YOUR OBJECTIVE =>
Return the listing below word for word.

MATERIAL FOR THIS TASK =>
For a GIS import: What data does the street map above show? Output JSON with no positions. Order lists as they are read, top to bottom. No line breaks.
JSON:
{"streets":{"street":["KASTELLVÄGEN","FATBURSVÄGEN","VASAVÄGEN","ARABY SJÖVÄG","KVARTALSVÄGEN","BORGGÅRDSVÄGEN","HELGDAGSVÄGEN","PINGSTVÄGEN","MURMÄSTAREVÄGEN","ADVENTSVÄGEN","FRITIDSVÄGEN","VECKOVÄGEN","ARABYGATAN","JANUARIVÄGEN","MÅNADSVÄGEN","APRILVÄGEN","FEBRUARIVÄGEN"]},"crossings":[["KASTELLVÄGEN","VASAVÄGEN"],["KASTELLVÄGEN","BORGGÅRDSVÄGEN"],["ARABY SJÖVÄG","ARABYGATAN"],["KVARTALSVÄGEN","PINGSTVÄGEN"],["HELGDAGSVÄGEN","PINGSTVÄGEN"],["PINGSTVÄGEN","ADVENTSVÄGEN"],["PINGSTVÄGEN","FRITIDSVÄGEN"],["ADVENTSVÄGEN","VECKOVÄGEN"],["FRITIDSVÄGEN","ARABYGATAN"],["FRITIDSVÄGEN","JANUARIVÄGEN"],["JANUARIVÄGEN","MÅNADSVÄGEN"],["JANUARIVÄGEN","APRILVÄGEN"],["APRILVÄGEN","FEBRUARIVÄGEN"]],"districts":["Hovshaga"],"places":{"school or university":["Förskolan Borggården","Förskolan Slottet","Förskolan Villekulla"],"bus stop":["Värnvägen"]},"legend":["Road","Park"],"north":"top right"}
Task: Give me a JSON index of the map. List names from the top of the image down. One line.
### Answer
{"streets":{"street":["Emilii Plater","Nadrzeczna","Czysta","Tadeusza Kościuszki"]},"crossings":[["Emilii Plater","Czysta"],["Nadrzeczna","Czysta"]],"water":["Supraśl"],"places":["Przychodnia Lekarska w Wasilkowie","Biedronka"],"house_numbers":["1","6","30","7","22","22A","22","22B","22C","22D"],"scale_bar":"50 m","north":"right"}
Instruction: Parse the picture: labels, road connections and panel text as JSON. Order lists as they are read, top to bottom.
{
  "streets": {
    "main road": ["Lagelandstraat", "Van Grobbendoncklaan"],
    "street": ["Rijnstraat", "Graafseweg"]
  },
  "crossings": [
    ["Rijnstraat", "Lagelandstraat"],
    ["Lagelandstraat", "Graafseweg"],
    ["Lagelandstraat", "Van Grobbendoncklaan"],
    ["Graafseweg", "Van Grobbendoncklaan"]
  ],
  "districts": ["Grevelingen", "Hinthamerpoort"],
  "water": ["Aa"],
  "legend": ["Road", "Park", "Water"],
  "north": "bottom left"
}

RESPONSE =>
For a GIS import: What data does the street map above show? Output JSON with no positions. Order lists as they are read, top to bottom. No line breaks.
JSON:
{"streets":{"street":["KASTELLVÄGEN","FATBURSVÄGEN","VASAVÄGEN","ARABY SJÖVÄG","KVARTALSVÄGEN","BORGGÅRDSVÄGEN","HELGDAGSVÄGEN","PINGSTVÄGEN","MURMÄSTAREVÄGEN","ADVENTSVÄGEN","FRITIDSVÄGEN","VECKOVÄGEN","ARABYGATAN","JANUARIVÄGEN","MÅNADSVÄGEN","APRILVÄGEN","FEBRUARIVÄGEN"]},"crossings":[["KASTELLVÄGEN","VASAVÄGEN"],["KASTELLVÄGEN","BORGGÅRDSVÄGEN"],["ARABY SJÖVÄG","ARABYGATAN"],["KVARTALSVÄGEN","PINGSTVÄGEN"],["HELGDAGSVÄGEN","PINGSTVÄGEN"],["PINGSTVÄGEN","ADVENTSVÄGEN"],["PINGSTVÄGEN","FRITIDSVÄGEN"],["ADVENTSVÄGEN","VECKOVÄGEN"],["FRITIDSVÄGEN","ARABYGATAN"],["FRITIDSVÄGEN","JANUARIVÄGEN"],["JANUARIVÄGEN","MÅNADSVÄGEN"],["JANUARIVÄGEN","APRILVÄGEN"],["APRILVÄGEN","FEBRUARIVÄGEN"]],"districts":["Hovshaga"],"places":{"school or university":["Förskolan Borggården","Förskolan Slottet","Förskolan Villekulla"],"bus stop":["Värnvägen"]},"legend":["Road","Park"],"north":"top right"}
Task: Give me a JSON index of the map. List names from the top of the image down. One line.
### Answer
{"streets":{"street":["Emilii Plater","Nadrzeczna","Czysta","Tadeusza Kościuszki"]},"crossings":[["Emilii Plater","Czysta"],["Nadrzeczna","Czysta"]],"water":["Supraśl"],"places":["Przychodnia Lekarska w Wasilkowie","Biedronka"],"house_numbers":["1","6","30","7","22","22A","22","22B","22C","22D"],"scale_bar":"50 m","north":"right"}
Instruction: Parse the picture: labels, road connections and panel text as JSON. Order lists as they are read, top to bottom.
{
  "streets": {
    "main road": ["Lagelandstraat", "Van Grobbendoncklaan"],
    "street": ["Rijnstraat", "Graafseweg"]
  },
  "crossings": [
    ["Rijnstraat", "Lagelandstraat"],
    ["Lagelandstraat", "Graafseweg"],
    ["Lagelandstraat", "Van Grobbendoncklaan"],
    ["Graafseweg", "Van Grobbendoncklaan"]
  ],
  "districts": ["Grevelingen", "Hinthamerpoort"],
  "water": ["Aa"],
  "legend": ["Road", "Park", "Water"],
  "north": "bottom left"
}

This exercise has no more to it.